Merging data with iteration using pandas

I am trying to combine two data frames in pandas using read_csv. But one of my dataframes ( d1 in this example) is too big for my computer, so I use the iterator argument in read_csv .

Say I have two data frames

 d1 = pd.DataFrame({ "col1":[1,2,3,4,5,6,7,8,9], "col2": [5,4,3,2,5,43,2,5,6], "col3": [10,10,10,10,10,4,10,10,10]}, index=["paul", "peter", "lauren", "dave", "bill", "steve", "old-man", "bob", "tim"]) d2 = pd.DataFrame({ "yes/no": [1,0,1,0,1,1,1,0,0]}, index=["paul", "peter", "lauren", "dave", "bill", "steve", "old-man", "bob", "tim"]) 

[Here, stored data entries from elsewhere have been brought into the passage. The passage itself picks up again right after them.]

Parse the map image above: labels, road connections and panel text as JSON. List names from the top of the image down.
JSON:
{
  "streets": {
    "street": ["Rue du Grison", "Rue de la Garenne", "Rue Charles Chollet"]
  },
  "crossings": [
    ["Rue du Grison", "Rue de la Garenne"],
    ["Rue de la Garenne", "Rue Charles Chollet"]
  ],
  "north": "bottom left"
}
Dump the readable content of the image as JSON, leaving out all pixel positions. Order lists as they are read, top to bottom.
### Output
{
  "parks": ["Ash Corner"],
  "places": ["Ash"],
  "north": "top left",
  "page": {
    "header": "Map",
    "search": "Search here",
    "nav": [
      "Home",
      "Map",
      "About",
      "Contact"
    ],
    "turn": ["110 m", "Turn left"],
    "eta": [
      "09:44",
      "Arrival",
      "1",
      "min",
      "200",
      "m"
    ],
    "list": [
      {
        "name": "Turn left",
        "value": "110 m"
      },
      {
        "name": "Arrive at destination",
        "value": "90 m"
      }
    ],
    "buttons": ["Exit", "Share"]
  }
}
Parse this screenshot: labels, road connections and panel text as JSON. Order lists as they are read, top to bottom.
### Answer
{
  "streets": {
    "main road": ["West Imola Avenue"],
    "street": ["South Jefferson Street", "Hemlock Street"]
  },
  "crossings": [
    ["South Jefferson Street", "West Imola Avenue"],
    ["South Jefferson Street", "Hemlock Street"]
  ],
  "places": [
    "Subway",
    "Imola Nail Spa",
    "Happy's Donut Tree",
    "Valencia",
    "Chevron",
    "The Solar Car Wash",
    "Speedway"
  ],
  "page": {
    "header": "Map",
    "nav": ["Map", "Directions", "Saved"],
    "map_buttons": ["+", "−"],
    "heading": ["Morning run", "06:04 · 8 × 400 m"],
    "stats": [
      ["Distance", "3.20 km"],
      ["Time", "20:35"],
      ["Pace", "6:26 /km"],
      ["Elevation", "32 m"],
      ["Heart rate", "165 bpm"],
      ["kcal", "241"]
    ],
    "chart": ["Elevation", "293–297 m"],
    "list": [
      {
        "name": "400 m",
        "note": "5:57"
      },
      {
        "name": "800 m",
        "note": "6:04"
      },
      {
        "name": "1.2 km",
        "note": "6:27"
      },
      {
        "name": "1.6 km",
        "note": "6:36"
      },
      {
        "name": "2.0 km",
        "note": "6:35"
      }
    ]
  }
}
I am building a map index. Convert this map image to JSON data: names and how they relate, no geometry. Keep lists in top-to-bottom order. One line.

I need to combine them so that each row captures all the data for each person, so the equivalent is:

 pd.concat((d1,d2), axis=1,join="outer") 

but since I cannot put d1 in memory, I used read_csv (I use read_csv because I already processed the huge file and saved it in .csv format, so imagine my dataframe d1 is in test.csv file).

 itera = pd.read_csv("test.csv",index_col="index",iterator=True,chunksize=2) 

But when I do

 for i in itera: d2 = pd.concat((d2,i), axis=1,join="outer") 

my conclusion is the first data frame added by the second data frame.

My conclusion is as follows:

  col1 col2 col3 yes/no one NaN NaN NaN 1.0 two NaN NaN NaN 0.0 three NaN NaN NaN 1.0 four NaN NaN NaN 0.0 five NaN NaN NaN 1.0 six NaN NaN NaN 1.0 seven NaN NaN NaN 1.0 eight NaN NaN NaN 0.0 nine NaN NaN NaN 0.0 one 1.0 5.0 10.0 NaN two 2.0 4.0 10.0 NaN three 3.0 3.0 10.0 NaN four 4.0 2.0 10.0 NaN five 5.0 5.0 10.0 NaN six 6.0 43.0 4.0 NaN seven 7.0 2.0 10.0 NaN eight 8.0 5.0 10.0 NaN nine 9.0 6.0 10.0 NaN 

Hope my question makes sense :)

+5
source share
1 answer

I think you are looking to combine the first method. It basically updates df1 values ​​from each fragment in the read_csv iterator.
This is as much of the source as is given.